Hacker News new | ask | show | jobs
by vannevar 694 days ago
>throw out vector DB and embeddings into the trashcan (they are pulling junk information into the context and causing hallucinations)

Not sure why this would be true. In my experience, semantic search based on a vector index/embeddings pulls in more relevant information than a full-text keyword search. Maybe there is too broad a set of materials in your vector db, or the chunking strategy isn't good?

1 comments

It might depend on the case.

My problem with similarity search - it is unpredictable. It can sometimes miss really obvious matches or pull completely irrelevant snippets. When this happens - this causes downstream hallucinations that are hard to fix.

My customers don’t tolerate hallucinations.

Query expansion with FTS search works more predictably for me. Especially, if we factor in search scope reduction driven by the request classifier (“agent router”)

For sure it will depend on use case, if you have fairly structured data or a clear domain-specific terminology to rely on, there's probably no reason to use semantic search.

>Query expansion with FTS search works more predictably for me. Especially, if we factor in search scope reduction driven by the request classifier (“agent router”)

You might be able to quantify this and gain some insight into why query expansion/FTS is working better by comparing the precision/recall with a vector db using some set of benchmark docs and queries.
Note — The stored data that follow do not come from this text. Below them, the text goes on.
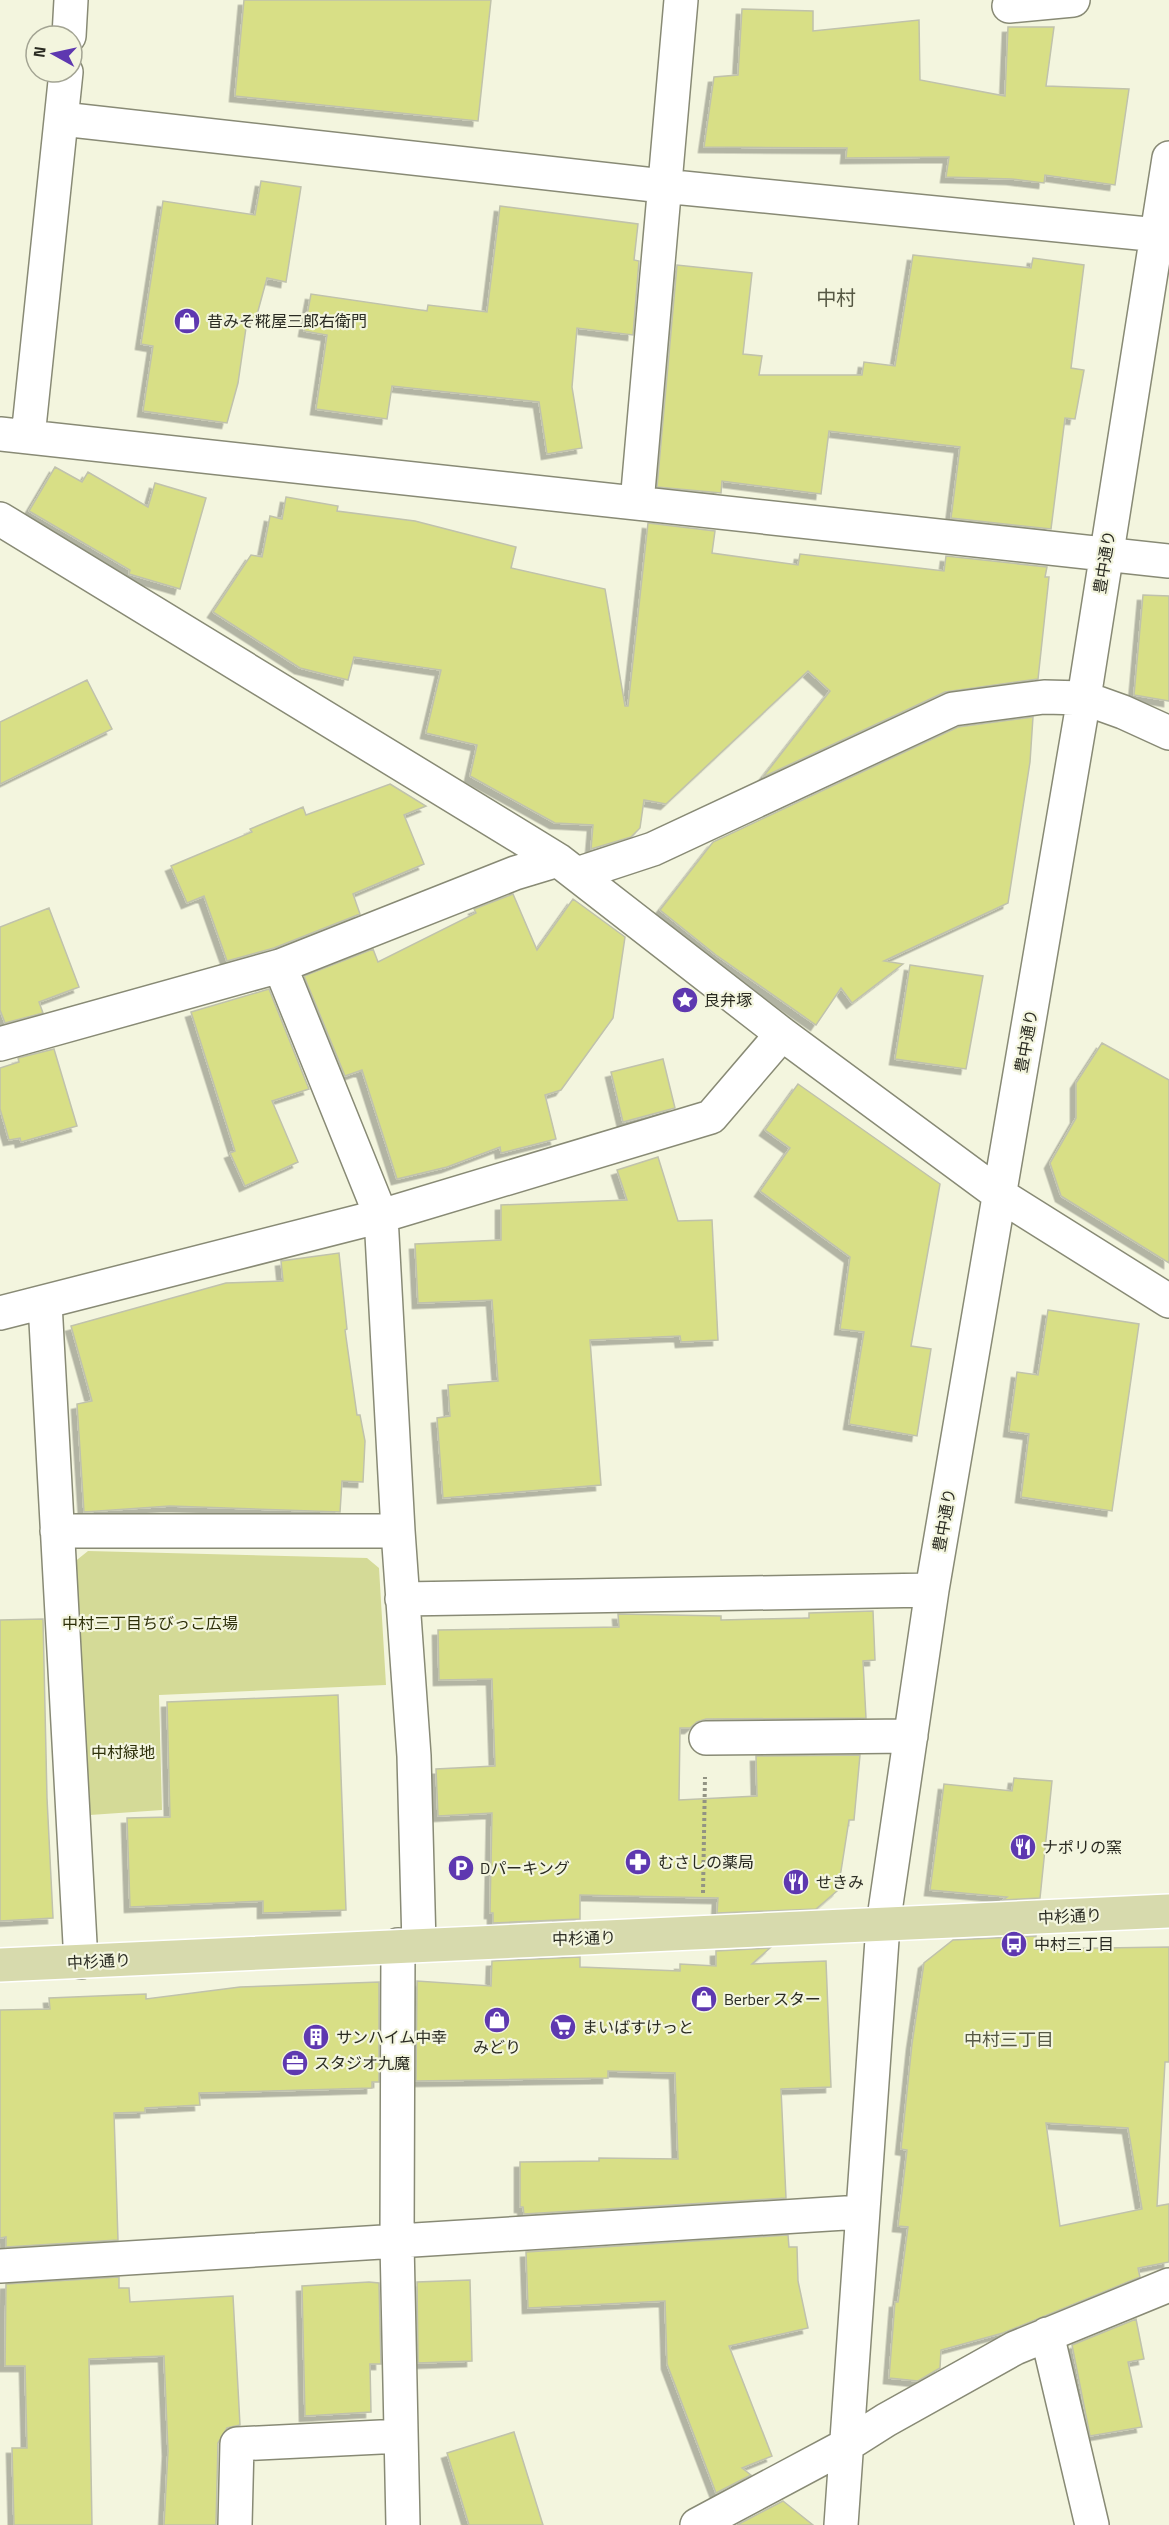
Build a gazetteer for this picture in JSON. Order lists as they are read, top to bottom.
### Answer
{
  "streets": {
    "main road": ["中杉通り"],
    "street": ["豊中通り"]
  },
  "crossings": [
    ["豊中通り", "中杉通り"]
  ],
  "districts": ["中村", "中村三丁目"],
  "parks": ["中村三丁目ちびっこ広場", "中村緑地"],
  "places": {
    "shop": ["昔みそ糀屋三郎右衛門", "Berber スター", "みどり"],
    "place": ["良弁塚"],
    "restaurant": ["ナポリの窯", "せきみ"],
    "pharmacy": ["むさしの薬局"],
    "parking": ["Dパーキング"],
    "bus stop": ["中村三丁目"],
    "supermarket": ["まいばすけっと"],
    "building": ["サンハイム中幸"],
    "office": ["スタジオ九魔"]
  },
  "north": "left"
}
> For sure it will depend on use case, if you have fairly structured data or a clear domain-specific terminology to rely on

Indeed. This works only in a subset of business domains for me: search and assistants within enterprise knowledge base (e.g. ~40k documents with 20GB of text) within logistics, supply chain, legal, fintech and medtech.

> You might be able to quantify this and gain some insight into why query expansion/FTS is working better by comparing the precision/recall with a vector db using some set of benchmark docs and queries.

Embeddings tend to miss a lot of nuances, plus they are just unpredictable when searching on large sets of text (e.g. 40k documents fragmented), frequently pulling irrelevant texts before the relevant ones. Context contamination leads to hallucinations in our cases.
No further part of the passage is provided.